Provided data →

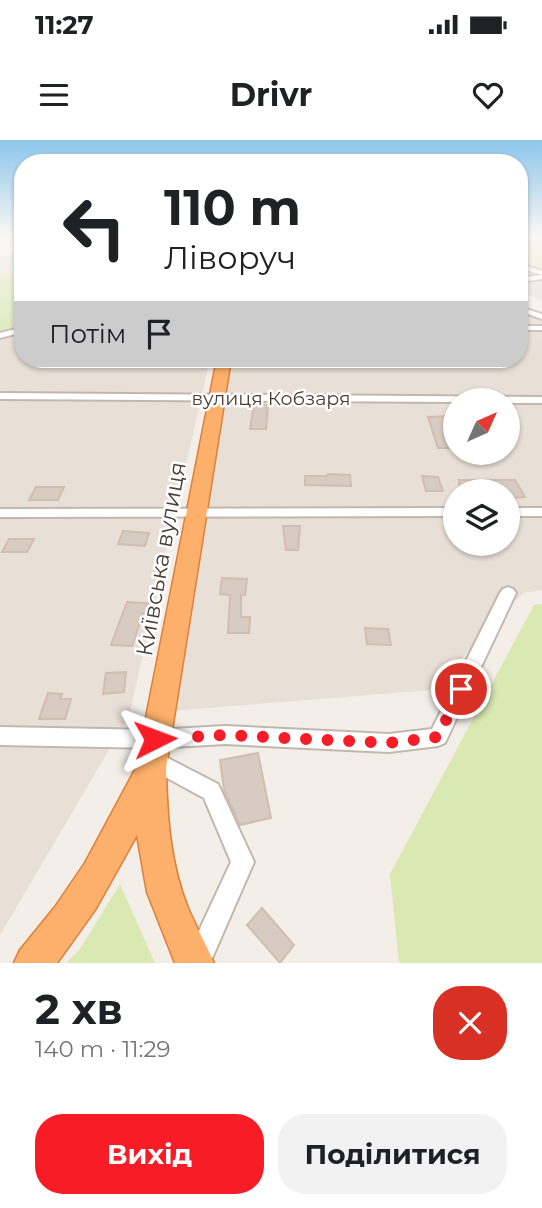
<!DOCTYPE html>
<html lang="uk">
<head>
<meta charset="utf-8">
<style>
  :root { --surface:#fff; --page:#f2f2f2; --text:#202124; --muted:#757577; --accent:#f71c26 }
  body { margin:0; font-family:Montserrat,sans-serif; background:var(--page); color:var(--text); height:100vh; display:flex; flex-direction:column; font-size:26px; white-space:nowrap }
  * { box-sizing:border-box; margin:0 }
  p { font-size:23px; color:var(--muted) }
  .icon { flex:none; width:38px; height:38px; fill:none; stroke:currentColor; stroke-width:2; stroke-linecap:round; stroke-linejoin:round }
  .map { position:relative; height:823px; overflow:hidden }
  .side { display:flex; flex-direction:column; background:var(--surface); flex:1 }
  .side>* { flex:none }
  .hud { position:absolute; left:14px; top:14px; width:514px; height:214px; border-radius:28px; box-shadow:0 2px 5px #0004; background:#fff; color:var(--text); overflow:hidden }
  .needle { width:46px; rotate:45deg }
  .buttons { position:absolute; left:443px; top:248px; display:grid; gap:14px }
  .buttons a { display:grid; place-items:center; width:77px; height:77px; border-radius:50%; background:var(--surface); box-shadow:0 2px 5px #0004; font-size:35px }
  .pin { position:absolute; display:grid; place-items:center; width:60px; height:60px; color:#fff; margin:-30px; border:4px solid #fff; border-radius:50%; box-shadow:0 2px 7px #0007 }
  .me { position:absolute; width:77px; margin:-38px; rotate:87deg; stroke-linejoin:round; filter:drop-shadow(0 0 5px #0008) }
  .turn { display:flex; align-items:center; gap:24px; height:147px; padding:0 35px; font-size:32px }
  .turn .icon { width:91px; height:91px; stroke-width:2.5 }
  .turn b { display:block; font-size:49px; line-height:60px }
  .then { display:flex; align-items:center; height:66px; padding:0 35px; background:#0003; gap:14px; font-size:26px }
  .round { display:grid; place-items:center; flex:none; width:74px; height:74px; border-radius:28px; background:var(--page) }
  .headline { display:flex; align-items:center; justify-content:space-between; height:119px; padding:0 35px }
  h1 { font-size:42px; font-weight:700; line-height:52px }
  .button { display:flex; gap:14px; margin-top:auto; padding:14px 35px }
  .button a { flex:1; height:80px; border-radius:28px; background:var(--accent); color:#fff; font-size:28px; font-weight:700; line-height:80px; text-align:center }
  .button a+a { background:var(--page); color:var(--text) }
  .status { display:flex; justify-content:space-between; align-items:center; height:49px; padding:0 35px; background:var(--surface); direction:ltr }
  .status svg { height:19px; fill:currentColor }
  header { display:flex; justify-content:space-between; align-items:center; height:91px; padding:0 35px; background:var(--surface); font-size:32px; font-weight:700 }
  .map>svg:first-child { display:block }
  .residential { fill:#e8dfd6; fill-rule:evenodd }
  .green { fill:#dae8b2 }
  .building { fill:#d8cbc1; stroke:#d0beb1; stroke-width:2 }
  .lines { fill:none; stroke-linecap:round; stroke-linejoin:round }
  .minor-casing { stroke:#c2b7ae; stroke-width:4 }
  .highway-casing { stroke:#dc813b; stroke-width:3 }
  .minor { fill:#fff; fill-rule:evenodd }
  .highway { fill:#fcb06b; fill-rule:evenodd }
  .route { stroke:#f71c26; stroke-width:12; stroke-dasharray:0 21.6 }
  .labels { text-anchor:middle; stroke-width:5; stroke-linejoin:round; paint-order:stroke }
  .far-street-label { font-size:19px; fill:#473e37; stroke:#fff }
  .street-label { font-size:23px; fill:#473e37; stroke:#fff }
</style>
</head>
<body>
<div class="status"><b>11:27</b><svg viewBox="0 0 49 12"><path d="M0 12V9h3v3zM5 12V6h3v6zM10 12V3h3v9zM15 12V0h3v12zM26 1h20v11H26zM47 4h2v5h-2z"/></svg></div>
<header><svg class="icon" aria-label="menu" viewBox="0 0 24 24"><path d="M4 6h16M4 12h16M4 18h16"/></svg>Drivr<svg class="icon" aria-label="heart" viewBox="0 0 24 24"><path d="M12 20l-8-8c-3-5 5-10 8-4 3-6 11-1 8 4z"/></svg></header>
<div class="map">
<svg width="542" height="823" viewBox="0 0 542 823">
  <rect width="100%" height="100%" fill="#f4eee8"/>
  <path class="residential" d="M23,110V142L0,129V117Z
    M520,127L542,135V160L520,152Z
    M520,172L542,179V450L523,453L432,550L171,571L230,219H520ZM455,261H508V313H455ZM455,352H508V404H455Z
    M23,188V219H210L129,576L0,795V194Z"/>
  <path class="green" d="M520,96H542V131L520,124Z
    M0,129L23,142V188L0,194Z
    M542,464V823H399L390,734L534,465Z
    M120,744L155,823H66L80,809Z"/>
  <path class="building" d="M254,264L268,265L266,289H250Z
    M455,276V308H438L428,277Z
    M328,334L350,335L351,346L305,345V336H327Z
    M422,336L438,337L443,351H426Z
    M459,340H515L525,357L508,358V352L504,351L459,348Z
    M36,347H64L58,360H29Z
    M283,386H300L298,410H286Z
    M123,391L149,393L145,406L118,404Z
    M9,399H34L27,412H2Z
    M222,438L247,439L245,455H241V477H250L249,493H228L230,455L220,454Z
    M127,462L157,464L153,474H143L132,506L111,505Z
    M365,488L388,489L391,505L367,504Z
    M126,532L124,552L103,554L106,533Z
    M48,553L62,554L60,559H71L65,579H39Z
    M258,613L271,678L240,685L224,650L220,620Z
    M262,768L294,805L280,823L247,785Z"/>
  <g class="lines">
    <defs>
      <path id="minor" d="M520,124L542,131V135L520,128Z
        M542,135V139L520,142V138Z
        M520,167L542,174V179L520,171Z
        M520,186H542V190H520Z
        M23,187V192L0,198V193Z
        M0,253L542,257V263H508V261L455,262L0,259Z
        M455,368V376L0,377V369Z
        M508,368H542V376H508Z
        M508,447L513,449L516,453L445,603L438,606L389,612L225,604L155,608L0,605V587L155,590L225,586L389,594L432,589L500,453L503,449Z
        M152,610L218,644L254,722L210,823H184L231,722L204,658L145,626L142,619L145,612Z"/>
      <path id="highway" d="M217,219H231L166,628C167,676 170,723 188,768C196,787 206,804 214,823H175L147,752L137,695L95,770L57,823H14L20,810L55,767L85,723L136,628Z"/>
    </defs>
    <use href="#minor" class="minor-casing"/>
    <use href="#highway" class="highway-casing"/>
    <use href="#minor" class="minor"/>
    <use href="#highway" class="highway"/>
  </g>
  <linearGradient id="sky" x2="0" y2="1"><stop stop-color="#8dc6eb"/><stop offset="0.45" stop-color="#faf7f5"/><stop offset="1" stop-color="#faf7f5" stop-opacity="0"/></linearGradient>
  <rect width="542" height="212" fill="url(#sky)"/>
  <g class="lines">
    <path class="route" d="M155,599L225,595L389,603L438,597L461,549"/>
  </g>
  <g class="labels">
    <g class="far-street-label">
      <text x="271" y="265">вулиця Кобзаря</text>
    </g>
    <g class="street-label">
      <text transform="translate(161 419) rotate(-80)" y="8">Київська вулиця</text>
    </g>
  </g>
</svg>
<div class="buttons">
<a><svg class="needle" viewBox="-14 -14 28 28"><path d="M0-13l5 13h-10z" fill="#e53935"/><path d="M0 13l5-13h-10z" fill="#757577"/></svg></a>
<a><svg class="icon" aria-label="layers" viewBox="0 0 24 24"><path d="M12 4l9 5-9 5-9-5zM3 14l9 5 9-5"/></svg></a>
</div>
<div class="pin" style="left:461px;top:549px;background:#d93025"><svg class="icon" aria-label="arrive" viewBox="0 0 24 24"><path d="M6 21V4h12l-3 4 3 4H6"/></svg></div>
<svg class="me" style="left:155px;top:599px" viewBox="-20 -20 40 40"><path d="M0-17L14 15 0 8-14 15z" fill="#f71c26" stroke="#fff" stroke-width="4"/></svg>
<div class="hud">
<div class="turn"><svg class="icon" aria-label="left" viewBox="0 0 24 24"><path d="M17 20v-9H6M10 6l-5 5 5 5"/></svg><div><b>110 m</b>Ліворуч</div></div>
<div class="then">Потім<svg class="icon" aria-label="arrive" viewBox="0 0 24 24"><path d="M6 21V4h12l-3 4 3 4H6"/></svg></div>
</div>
</div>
<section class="side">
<div class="headline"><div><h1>2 хв</h1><p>140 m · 11:29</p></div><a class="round" style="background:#d93025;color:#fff"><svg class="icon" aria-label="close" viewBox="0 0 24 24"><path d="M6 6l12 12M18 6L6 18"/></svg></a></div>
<div class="button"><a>Вихід</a><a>Поділитися</a></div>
</section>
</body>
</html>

What is required → Lines from the start of the listing above through the line holding "position:absolute; left:443px; top:248px;" are to be duplicated exactly, and nothing more; leave out the pictures.

Answer to the exercise →
<!DOCTYPE html>
<html lang="uk">
<head>
<meta charset="utf-8">
<style>
  :root { --surface:#fff; --page:#f2f2f2; --text:#202124; --muted:#757577; --accent:#f71c26 }
  body { margin:0; font-family:Montserrat,sans-serif; background:var(--page); color:var(--text); height:100vh; display:flex; flex-direction:column; font-size:26px; white-space:nowrap }
  * { box-sizing:border-box; margin:0 }
  p { font-size:23px; color:var(--muted) }
  .icon { flex:none; width:38px; height:38px; fill:none; stroke:currentColor; stroke-width:2; stroke-linecap:round; stroke-linejoin:round }
  .map { position:relative; height:823px; overflow:hidden }
  .side { display:flex; flex-direction:column; background:var(--surface); flex:1 }
  .side>* { flex:none }
  .hud { position:absolute; left:14px; top:14px; width:514px; height:214px; border-radius:28px; box-shadow:0 2px 5px #0004; background:#fff; color:var(--text); overflow:hidden }
  .needle { width:46px; rotate:45deg }
  .buttons { position:absolute; left:443px; top:248px; display:grid; gap:14px }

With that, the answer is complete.